Defining a Label

With a Timestamp

Some labels can change over time. For example, you might have a label indicating a user’s most listened-to song in the last month. You define it in a manner similar to a feature by specifying the dataset and columns for the entity, the value, and the timestamp. You can optionally set the variant and specify the type as one of: ff.Int, ff.Int32, ff.Int64, ff.Float32, ff.Float64, ff.Timestamp, ff.String, ff.Bool.

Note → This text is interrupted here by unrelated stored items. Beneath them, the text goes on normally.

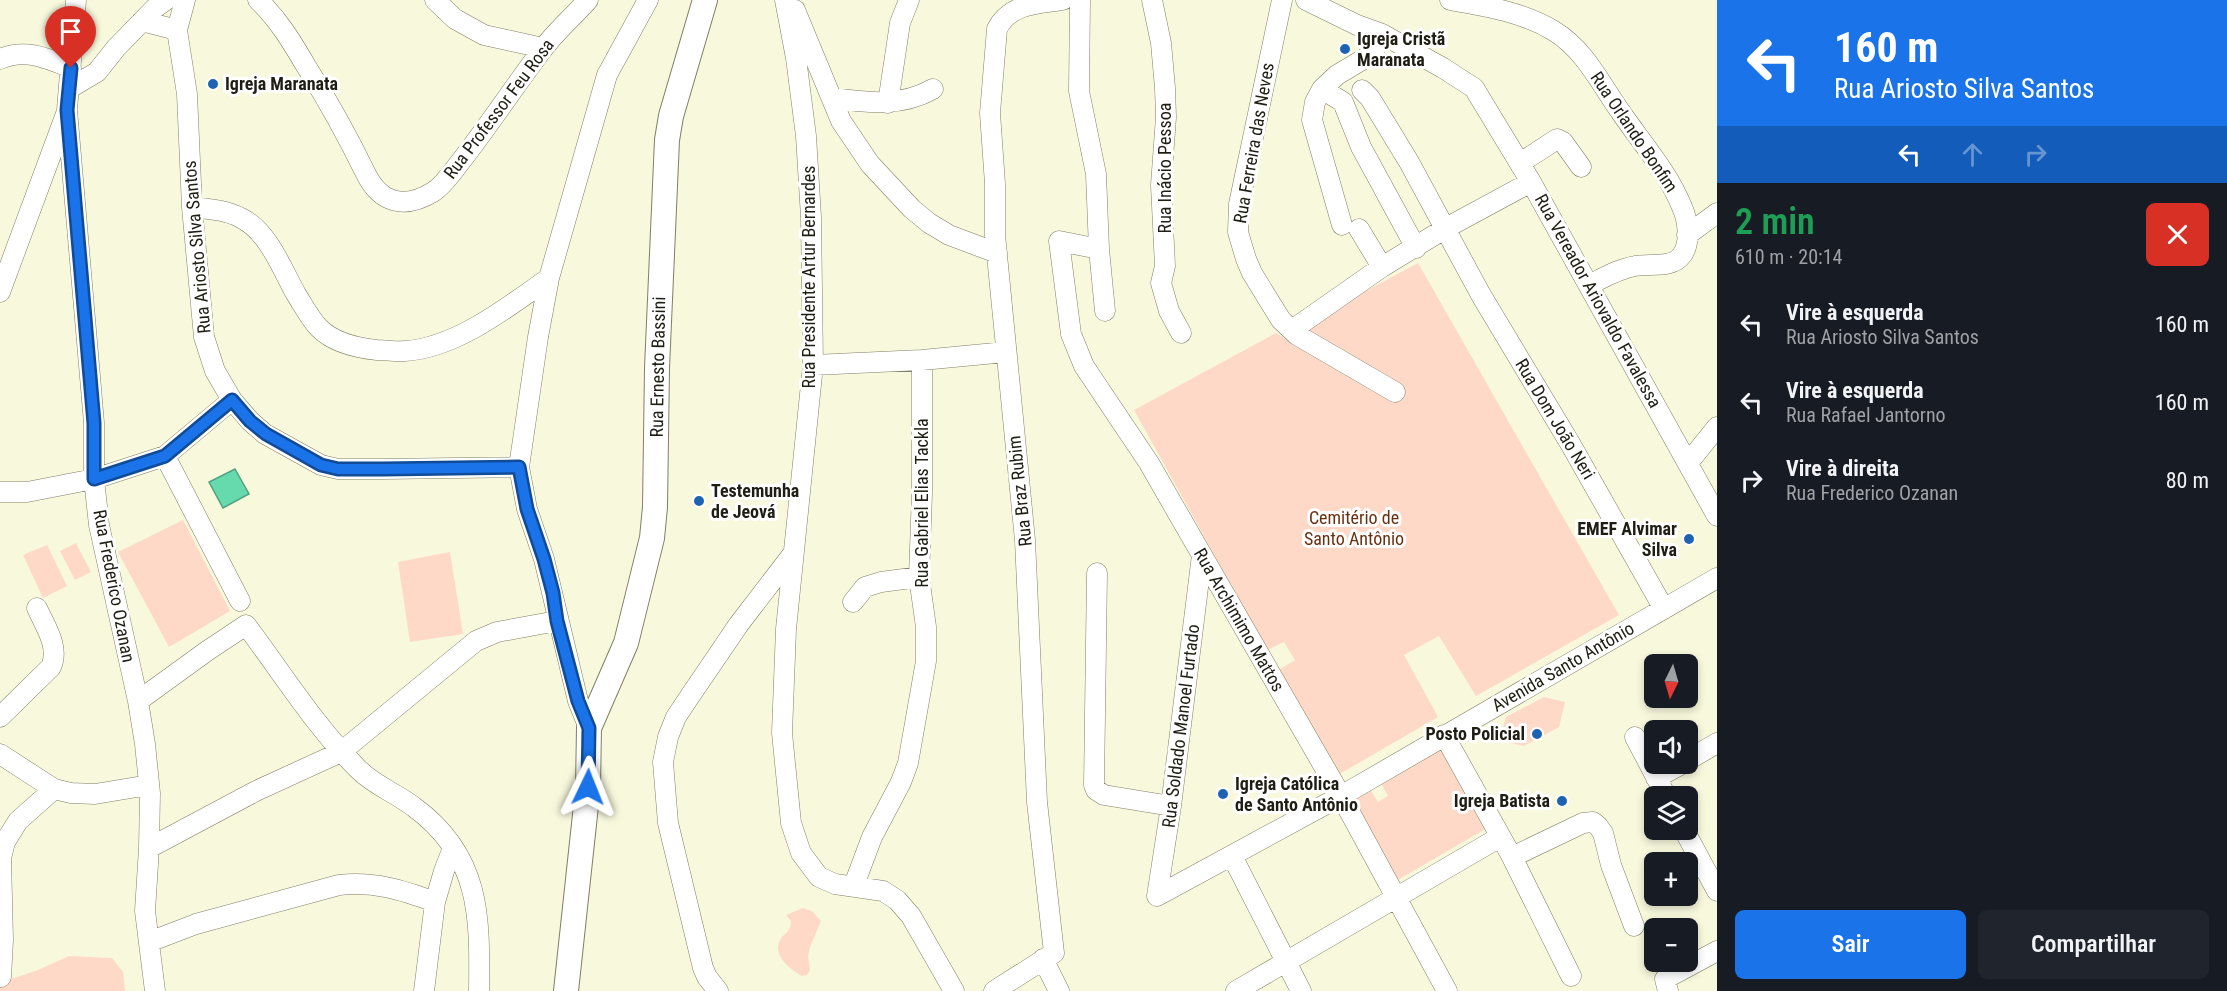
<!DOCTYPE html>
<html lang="pt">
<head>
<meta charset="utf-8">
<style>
	:root { --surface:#171b24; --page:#20242c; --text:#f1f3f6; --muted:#9ea1a6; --accent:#1a73e8 }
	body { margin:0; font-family:"Roboto Condensed",sans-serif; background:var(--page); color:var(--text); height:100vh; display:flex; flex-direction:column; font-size:22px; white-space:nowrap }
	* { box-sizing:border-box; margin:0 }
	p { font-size:20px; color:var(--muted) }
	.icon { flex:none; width:33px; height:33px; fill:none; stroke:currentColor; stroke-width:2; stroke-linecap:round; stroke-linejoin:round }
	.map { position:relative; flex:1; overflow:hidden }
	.drawer { display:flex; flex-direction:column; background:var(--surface); width:510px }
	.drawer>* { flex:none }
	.hud { background:#1a73e8; color:#fff; overflow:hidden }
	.needle { width:39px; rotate:185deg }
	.fabs { position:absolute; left:1644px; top:654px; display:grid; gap:12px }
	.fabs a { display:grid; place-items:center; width:54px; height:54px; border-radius:9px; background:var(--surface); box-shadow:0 3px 9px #0003; font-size:30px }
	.pin { position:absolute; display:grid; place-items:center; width:51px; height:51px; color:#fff; margin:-62px -26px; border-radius:50% 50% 50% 0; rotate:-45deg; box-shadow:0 0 6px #0007 }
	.pin .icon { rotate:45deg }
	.me { position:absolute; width:66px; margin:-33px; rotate:2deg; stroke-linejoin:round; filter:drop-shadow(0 0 4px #0008) }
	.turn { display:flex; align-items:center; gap:21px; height:126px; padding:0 18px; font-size:27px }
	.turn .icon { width:78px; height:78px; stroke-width:2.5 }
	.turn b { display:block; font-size:42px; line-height:51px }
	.lanes { display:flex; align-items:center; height:57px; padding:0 18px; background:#0003; justify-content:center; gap:30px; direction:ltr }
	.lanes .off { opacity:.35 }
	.round { display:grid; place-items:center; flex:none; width:63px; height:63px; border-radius:9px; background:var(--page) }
	.headline { display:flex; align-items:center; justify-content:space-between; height:102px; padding:0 18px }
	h1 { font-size:36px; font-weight:600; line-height:45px; color:#1e9e55 }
	.action { display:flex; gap:12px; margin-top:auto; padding:12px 18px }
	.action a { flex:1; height:69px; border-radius:9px; background:var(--accent); color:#fff; font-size:24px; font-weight:600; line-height:69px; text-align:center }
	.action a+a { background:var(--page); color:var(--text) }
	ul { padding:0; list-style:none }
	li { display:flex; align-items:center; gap:18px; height:78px; padding:0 18px }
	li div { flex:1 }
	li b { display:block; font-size:22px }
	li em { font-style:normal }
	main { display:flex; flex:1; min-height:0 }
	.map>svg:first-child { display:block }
	.green { fill:#fed9c8 }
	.water { fill:#66d9ad; stroke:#50a17f; stroke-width:1.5 }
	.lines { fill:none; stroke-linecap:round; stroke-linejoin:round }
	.minor-casing { stroke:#807f67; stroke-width:21 }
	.major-casing { stroke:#807f67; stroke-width:26 }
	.minor { stroke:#fff; stroke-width:20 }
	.major { stroke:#fff; stroke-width:24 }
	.route-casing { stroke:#114b97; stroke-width:15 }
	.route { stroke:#1a73e8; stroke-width:10 }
	.poi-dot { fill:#1e62b3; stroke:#fff; stroke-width:2 }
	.labels { text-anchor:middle; stroke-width:6; stroke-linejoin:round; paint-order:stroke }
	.poi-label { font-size:18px; font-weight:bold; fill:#1e1e14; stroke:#fff; text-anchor:start }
	.street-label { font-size:18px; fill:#1e1e14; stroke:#fff }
	.park-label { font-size:18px; fill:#693010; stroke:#fff }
</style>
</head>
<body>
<main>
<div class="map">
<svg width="1717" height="991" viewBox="0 0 1717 991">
	<rect width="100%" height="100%" fill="#f8f8dd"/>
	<!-- green -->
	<path class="green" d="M1418,263l201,352 -143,81 -37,-60 -35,19 34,62 -100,58 -59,-105 16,-10 -11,-18 -17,8 -133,-240 142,-77 114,68 9,-11 -102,-62z
		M183,520l47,91 -61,36 -51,-95z
		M76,543l15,29 -16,8 -15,-29z
		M47,545l20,41 -24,12 -20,-43z
		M450,552l13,82 -53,8 -12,-80z
		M1544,697l21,5 -6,25 -35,19 -18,-4 -5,-9 5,-16z
		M1438,741l49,87 -91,53 -48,-90 17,-10 13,21 10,-6 -12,-22z
		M803,908l9,3 9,10 -11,26 -2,9 2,14 -3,5 -5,1c-11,-6 -33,-22 -20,-39 5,-5 9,-7 9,-16l-5,-6z
		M69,956l43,2 11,14 2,19h-125v-8l38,-13z"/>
	<!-- water -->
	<path class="water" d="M235,469l14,25 -26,14 -14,-26z"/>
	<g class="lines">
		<!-- minor casing -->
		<g class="minor-casing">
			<path id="minor" d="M76,0l-9,110 27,313v56l5,46 39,176 7,43 5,49 -1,55 -4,63 10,80
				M258,0c20,19 34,42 48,66 22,35 42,71 60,108 15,30 39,35 67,18 11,-7 20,-21 28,-31 28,-36 53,-74 81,-111 13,-18 31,-33 46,-50
				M435,0l20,19 29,16 59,13
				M785,0l11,58 10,78 5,81 2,148 -27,264 -4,104 9,90 10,30 18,24 16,7 48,7 14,9 14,16 43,75
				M1080,0l-1,91 17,83 3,75 6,62
				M1152,0l9,43 4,45 1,29 -5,68 4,81 -4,17 8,28 12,22
				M1282,0l-43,204 -1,28 8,27 6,14 29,47 16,15 98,57
				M1306,0l51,25 25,9 61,34 31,20 57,94 186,334
				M1450,0c35,6 73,12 104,31 31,19 46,52 66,80 21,31 48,61 62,96 6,13 9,36 0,48 -10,14 -32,8 -47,11 -17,3 -32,12 -46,19
				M795,10l46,111 29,43 42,45 17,14 20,12 48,18
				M142,21l35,9 10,64 5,113 12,130 11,34 17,29 18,21 15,13 56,31 17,4h45l136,-2
				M177,30l8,-30
				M0,59c25,-11 47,-1 71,9
				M70,88l27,-16 19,-24 39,-40 11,-8
				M1322,89l21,13 18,45 55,101
				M1362,90l8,8 39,64 72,133 90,150 93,164
				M833,98c35,5 68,9 100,-9
				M888,103l12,-80 9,-23
				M1520,163l37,-24 6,3 18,25
				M192,207c17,2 34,3 49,11 27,13 41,51 55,76 7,11 14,25 23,34 15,15 38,20 58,22 9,0 19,2 28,1 51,-3 103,-44 144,-73
				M1342,225l-30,-105 3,-18 7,-13 15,-14 35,-21 10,-20
				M1359,229l23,38
				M1687,235l30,-22
				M1099,249l-40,-8 12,93 13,32 65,97 31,54 161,279 106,195
				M0,292l66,-178
				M1292,330l90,-63 64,-39 85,-46
				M813,365l109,-5 84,-8
				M165,456l75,145
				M1688,463l29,-36
				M0,492h27l67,-13 71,-23 67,-56
				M1097,573l-3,212 2,5 8,5 67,11
				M853,602l12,-15 16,-5 38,-5
				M138,701l69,-50 39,-26c36,48 69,101 112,144 17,17 38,24 56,38 67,49 66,110 65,184
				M0,717l51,-50c9,-20 -6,-41 -14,-59
				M589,728l-11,-27 -34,-142 -17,-50 -8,-42 19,-130 11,-59 58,-203 41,-75
				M1444,735l68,122 59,119
				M1635,737l31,59
				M0,754l54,35 17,4 24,1 54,-9
				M1688,760l29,-17
				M1656,778l26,-14
				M1684,830l33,61
				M149,848l107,-57 85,-39 135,-111 21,-9 60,-11
				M1232,856l69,135
				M1512,857l71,-34 10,-1 5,4 5,7 8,32 23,61
				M854,885l18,-48 29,-55 7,-19 18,-102v-34l-7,-50 3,-84v-133
				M1157,896l184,-100 376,-218
				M1157,896l14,-90 31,-251
				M149,942l47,-18 143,-39c35,-4 63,5 96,17
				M1043,959l16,32
				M1,977l2,-37 -2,-82 4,-16 13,-21 36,-32
				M424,991l11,-89 9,-31 9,-23
				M718,991l-11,-14 -4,-9 -35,-145 -5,-61 5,-25 8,-20 14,-21 49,-72 53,-69
				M994,991l60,-38 -17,-151 -12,-262 -30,-305v-51l-5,-71 7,-84c13,-26 41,-25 66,-29
				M1236,991l264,-154
				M1668,991l-3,-12 52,-28"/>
		</g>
		<!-- major casing -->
		<g class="major-casing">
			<path id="major" d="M566,991l22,-204 1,-59 37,-85 26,-105 3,-31 2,-139 10,-228 4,-24 34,-116"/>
		</g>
		<!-- minor -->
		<use href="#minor" class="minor"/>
		<!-- major -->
		<use href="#major" class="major"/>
	</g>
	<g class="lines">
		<!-- route casing -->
		<g class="route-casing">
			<path id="route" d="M71,68l-4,42 27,313v56l71,-23 67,-56 18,21 16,13 55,31 17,4h45l136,-2 8,42 17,50 9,34 4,28 21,80 11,27 -1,59"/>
		</g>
		<!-- route -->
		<use href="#route" class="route"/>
	</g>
	<!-- markers -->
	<g class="poi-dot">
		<circle cx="1345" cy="49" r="6"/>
		<circle cx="213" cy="84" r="6"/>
		<circle cx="699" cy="501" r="6"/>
		<circle cx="1689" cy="539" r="6"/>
		<circle cx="1537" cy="734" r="6"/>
		<circle cx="1223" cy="794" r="6"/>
		<circle cx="1562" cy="801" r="6"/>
	</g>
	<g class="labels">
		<!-- poi labels -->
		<g class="poi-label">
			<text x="1357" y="45">Igreja Cristã<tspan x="1357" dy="21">Maranata</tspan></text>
			<text x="225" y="90">Igreja Maranata</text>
			<text x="711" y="497">Testemunha<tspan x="711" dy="21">de Jeová</tspan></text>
			<text x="1677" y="535" text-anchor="end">EMEF Alvimar<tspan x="1677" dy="21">Silva</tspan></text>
			<text x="1525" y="740" text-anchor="end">Posto Policial</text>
			<text x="1235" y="790">Igreja Católica<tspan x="1235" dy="21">de Santo Antônio</tspan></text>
			<text x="1550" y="807" text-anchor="end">Igreja Batista</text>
		</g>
		<!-- street labels -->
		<g class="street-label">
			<text transform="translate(499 109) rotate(-53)" y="6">Rua Professor Feu Rosa</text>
			<text transform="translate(1634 132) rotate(56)" y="6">Rua Orlando Bonfim</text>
			<text transform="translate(1254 143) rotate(-80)" y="6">Rua Ferreira das Neves</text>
			<text transform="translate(1165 168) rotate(-90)" y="6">Rua Inácio Pessoa</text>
			<text transform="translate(197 247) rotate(-95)" y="6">Rua Ariosto Silva Santos</text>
			<text transform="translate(809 277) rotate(-90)" y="6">Rua Presidente Artur Bernardes</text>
			<text transform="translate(1598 301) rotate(61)" y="6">Rua Vereador Ariovaldo Favalessa</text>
			<text transform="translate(658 367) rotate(-89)" y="6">Rua Ernesto Bassini</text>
			<text transform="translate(1555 419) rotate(59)" y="6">Rua Dom João Neri</text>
			<text transform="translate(1020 491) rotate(-96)" y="6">Rua Braz Rubim</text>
			<text transform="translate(922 503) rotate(-90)" y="6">Rua Gabriel Elias Tackla</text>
			<text transform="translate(114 586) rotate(79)" y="6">Rua Frederico Ozanan</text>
			<text transform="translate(1239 620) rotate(60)" y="6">Rua Archimimo Mattos</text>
			<text transform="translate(1563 667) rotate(-30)" y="6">Avenida Santo Antônio</text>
			<text transform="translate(1181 726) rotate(-83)" y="6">Rua Soldado Manoel Furtado</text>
		</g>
		<!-- park labels -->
		<g class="park-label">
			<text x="1354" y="524">Cemitério de<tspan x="1354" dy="21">Santo Antônio</tspan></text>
		</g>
	</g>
</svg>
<div class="fabs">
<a><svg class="needle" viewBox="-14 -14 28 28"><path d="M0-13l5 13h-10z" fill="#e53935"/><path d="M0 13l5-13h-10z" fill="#9ea1a6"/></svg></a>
<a><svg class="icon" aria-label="sound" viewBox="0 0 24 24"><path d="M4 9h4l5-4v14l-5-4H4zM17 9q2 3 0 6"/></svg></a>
<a><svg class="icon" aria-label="layers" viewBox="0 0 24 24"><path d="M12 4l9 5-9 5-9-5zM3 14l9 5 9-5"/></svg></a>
<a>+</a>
<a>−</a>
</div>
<div class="pin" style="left:71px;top:68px;background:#d93025"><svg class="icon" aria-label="arrive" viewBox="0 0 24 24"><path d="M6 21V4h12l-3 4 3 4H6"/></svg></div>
<svg class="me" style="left:588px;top:787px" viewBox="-20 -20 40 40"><path d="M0-17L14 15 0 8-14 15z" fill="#1a73e8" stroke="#fff" stroke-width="4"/></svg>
</div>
<section class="drawer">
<div class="hud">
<div class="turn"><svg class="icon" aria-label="left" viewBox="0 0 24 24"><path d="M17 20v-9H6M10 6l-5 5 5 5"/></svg><div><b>160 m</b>Rua Ariosto Silva Santos</div></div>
<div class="lanes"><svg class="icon" aria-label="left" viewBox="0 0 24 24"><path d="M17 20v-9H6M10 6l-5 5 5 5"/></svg><svg class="icon off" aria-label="ahead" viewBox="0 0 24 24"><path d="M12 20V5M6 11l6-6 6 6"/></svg><svg class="icon off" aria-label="right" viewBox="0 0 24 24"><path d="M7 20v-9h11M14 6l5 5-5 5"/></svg></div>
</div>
<div class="headline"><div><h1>2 min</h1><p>610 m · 20:14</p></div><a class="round" style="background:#d93025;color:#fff"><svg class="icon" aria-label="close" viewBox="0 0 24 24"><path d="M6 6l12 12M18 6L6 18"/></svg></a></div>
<ul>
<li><svg class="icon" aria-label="left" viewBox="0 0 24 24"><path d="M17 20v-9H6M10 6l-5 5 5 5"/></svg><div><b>Vire à esquerda</b><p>Rua Ariosto Silva Santos</p></div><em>160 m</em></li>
<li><svg class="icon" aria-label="left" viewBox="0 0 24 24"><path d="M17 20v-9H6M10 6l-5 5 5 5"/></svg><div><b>Vire à esquerda</b><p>Rua Rafael Jantorno</p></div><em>160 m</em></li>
<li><svg class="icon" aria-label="right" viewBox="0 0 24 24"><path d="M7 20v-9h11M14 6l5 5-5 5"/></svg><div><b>Vire à direita</b><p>Rua Frederico Ozanan</p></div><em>80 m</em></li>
</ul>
<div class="action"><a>Sair</a><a>Compartilhar</a></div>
</section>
</main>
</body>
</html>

Unlike a Feature, you should not specify an inference store since labels are never served for inference.

import featureform as ff

@ff.entity
class User:
  top_song = ff.Label(dataset[["user", "top_song"]], variant="30days", type=ff.String)

Without a Timestamp

Some labels are set once per entity and remain static. For example, you might have a label indicating whether a user is a bot or not. You define it in a manner similar to a feature by specifying the dataset and columns for the entity and the value. You can optionally set the variant and specify the type as one of: ff.Int, ff.Int32, ff.Int64, ff.Float32, ff.Float64, ff.Timestamp, ff.String, ff.Bool. Unlike a Feature, you should not specify an inference store since labels are never served for inference.

import featureform as ff

@ff.entity
class User:
  is_bot = ff.Label(dataset[["user", "is_bot"]], variant="simple", type=ff.Bool)

Defining a Training Set

A training set comprises a label combined with a set of features. It can be defined as follows:

ff.register_training_set(name, variant, label=(name, variant), features=[(name, variant)])

In cases where both the label and feature have training sets, we will automatically generate a point-in-time correct training set for you.

You can then serve it as a dataframe or via a streaming method:

client.training_set(name, variant).dataframe()